7. A person is guilty of a public nuisance who does any act which causes common injury to the public or the people in general who dwell or occupy property in the vicinity (vide Section 268, Indian Penal Code). The resultant injury in the present case affects a large area of cultivated land and a considerable body of parsons. It is difficult, if not. impossible, to lay down any fixed boundary between what constitutes a public nuisance and what a private nuisance, but in the present case, seeing that, the cultivators of two villages are affected, there can be little doubt that the present case is one of a public nuisance.

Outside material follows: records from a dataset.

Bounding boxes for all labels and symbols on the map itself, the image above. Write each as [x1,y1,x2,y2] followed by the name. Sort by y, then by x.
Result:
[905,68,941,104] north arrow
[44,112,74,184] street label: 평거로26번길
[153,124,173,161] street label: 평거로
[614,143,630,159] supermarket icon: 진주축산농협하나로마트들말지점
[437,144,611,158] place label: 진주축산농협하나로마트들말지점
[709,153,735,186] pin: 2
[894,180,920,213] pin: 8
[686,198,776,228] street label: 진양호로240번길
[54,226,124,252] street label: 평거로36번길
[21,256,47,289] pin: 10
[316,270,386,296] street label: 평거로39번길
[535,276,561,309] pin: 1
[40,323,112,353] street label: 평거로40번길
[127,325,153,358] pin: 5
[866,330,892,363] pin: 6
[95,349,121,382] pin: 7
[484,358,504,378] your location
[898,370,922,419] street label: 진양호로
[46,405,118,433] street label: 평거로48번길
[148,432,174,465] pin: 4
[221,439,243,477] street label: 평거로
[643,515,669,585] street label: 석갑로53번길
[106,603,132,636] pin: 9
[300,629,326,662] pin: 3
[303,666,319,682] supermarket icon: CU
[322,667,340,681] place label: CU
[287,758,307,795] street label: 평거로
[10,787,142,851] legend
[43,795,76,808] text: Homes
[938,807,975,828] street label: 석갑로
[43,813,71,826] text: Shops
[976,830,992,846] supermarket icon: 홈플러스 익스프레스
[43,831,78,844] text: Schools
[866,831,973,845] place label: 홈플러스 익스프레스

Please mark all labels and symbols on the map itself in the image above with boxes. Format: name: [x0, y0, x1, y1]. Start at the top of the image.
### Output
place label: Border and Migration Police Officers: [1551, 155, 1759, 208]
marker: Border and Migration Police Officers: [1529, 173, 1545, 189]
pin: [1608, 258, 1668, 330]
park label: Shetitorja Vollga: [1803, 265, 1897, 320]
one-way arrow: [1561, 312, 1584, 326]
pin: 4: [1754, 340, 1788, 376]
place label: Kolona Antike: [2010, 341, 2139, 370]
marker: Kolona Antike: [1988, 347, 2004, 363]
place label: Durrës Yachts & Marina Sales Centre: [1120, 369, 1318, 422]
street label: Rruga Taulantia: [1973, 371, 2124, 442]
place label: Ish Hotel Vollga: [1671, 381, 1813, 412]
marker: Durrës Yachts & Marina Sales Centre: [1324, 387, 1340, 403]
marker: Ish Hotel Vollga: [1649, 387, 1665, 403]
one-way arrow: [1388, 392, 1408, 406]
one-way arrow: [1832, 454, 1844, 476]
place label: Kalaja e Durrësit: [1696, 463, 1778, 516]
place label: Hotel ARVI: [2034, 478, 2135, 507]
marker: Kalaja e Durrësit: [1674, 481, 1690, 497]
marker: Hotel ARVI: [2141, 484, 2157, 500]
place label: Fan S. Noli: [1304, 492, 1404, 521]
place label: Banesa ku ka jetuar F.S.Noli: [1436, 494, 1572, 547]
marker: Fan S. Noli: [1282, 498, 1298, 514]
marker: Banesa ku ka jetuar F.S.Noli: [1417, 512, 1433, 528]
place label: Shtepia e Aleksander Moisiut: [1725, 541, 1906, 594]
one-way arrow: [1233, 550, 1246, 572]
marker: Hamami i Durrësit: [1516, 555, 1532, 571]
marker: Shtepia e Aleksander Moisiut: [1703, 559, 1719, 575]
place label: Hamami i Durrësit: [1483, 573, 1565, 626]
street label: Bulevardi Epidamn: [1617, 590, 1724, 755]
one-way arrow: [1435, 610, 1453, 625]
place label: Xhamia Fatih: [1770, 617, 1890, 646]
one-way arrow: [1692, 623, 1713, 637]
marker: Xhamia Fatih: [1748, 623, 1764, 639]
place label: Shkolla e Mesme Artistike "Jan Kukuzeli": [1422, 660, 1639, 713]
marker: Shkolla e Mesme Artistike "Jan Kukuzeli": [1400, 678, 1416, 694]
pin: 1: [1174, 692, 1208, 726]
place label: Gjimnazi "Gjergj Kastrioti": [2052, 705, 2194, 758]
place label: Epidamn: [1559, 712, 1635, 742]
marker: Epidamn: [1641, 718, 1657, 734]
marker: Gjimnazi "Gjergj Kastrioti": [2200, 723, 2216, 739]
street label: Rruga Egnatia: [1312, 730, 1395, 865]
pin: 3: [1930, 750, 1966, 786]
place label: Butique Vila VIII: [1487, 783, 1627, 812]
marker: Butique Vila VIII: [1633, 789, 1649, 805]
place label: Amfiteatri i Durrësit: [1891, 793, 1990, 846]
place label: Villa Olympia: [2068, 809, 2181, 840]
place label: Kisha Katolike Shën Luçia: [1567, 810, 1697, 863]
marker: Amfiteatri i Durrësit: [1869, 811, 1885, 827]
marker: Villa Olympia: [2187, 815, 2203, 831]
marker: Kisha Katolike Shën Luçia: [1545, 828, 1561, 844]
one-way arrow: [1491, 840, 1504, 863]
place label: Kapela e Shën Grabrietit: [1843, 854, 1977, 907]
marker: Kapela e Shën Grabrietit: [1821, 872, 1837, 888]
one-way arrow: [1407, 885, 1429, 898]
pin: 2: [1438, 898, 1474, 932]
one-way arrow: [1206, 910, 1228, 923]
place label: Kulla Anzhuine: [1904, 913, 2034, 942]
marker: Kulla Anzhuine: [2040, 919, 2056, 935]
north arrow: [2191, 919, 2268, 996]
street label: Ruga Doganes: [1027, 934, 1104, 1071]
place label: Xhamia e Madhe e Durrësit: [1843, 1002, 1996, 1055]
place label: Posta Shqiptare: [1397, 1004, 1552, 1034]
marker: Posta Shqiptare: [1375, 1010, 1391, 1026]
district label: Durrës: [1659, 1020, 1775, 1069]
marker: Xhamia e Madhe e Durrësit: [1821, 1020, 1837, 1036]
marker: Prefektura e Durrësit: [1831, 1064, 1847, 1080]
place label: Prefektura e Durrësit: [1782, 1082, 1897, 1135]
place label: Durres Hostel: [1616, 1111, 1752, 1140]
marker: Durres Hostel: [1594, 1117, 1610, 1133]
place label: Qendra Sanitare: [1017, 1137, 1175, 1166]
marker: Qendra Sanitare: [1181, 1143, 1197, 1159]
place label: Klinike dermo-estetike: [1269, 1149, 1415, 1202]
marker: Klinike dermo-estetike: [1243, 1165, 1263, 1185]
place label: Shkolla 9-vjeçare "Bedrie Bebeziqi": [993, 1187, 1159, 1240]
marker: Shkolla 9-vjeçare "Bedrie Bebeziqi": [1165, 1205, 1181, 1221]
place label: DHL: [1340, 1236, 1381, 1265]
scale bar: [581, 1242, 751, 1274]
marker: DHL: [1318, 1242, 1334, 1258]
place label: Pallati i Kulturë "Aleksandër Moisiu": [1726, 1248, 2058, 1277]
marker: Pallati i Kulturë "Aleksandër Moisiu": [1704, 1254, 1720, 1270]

8. There cannot be any doubt that even from before 1885, that portion of the public affected by the act has been draining off the excess waters which come upon its lands over the lands of the applicants and that the applicants have placed an unlawful obstruction to prevent the flow of water along its natural channel, a channel which the public body affected has a right to use for the removal of excess water over and above that held up by the smaller preexisting dam. The case, no doubt, is close to the border line between private and public nuisances but, in the circumstances, I do not see sufficient cause for interference on revision on this point. The second plea has no force. A common nuisance cannot be excused on the ground that it causes some convenience or advantage to the applicants (Section 263, Indian Penal Code).

9. The case is one in which I do not think interference is necessary or advisable and I, therefore, dismiss the application.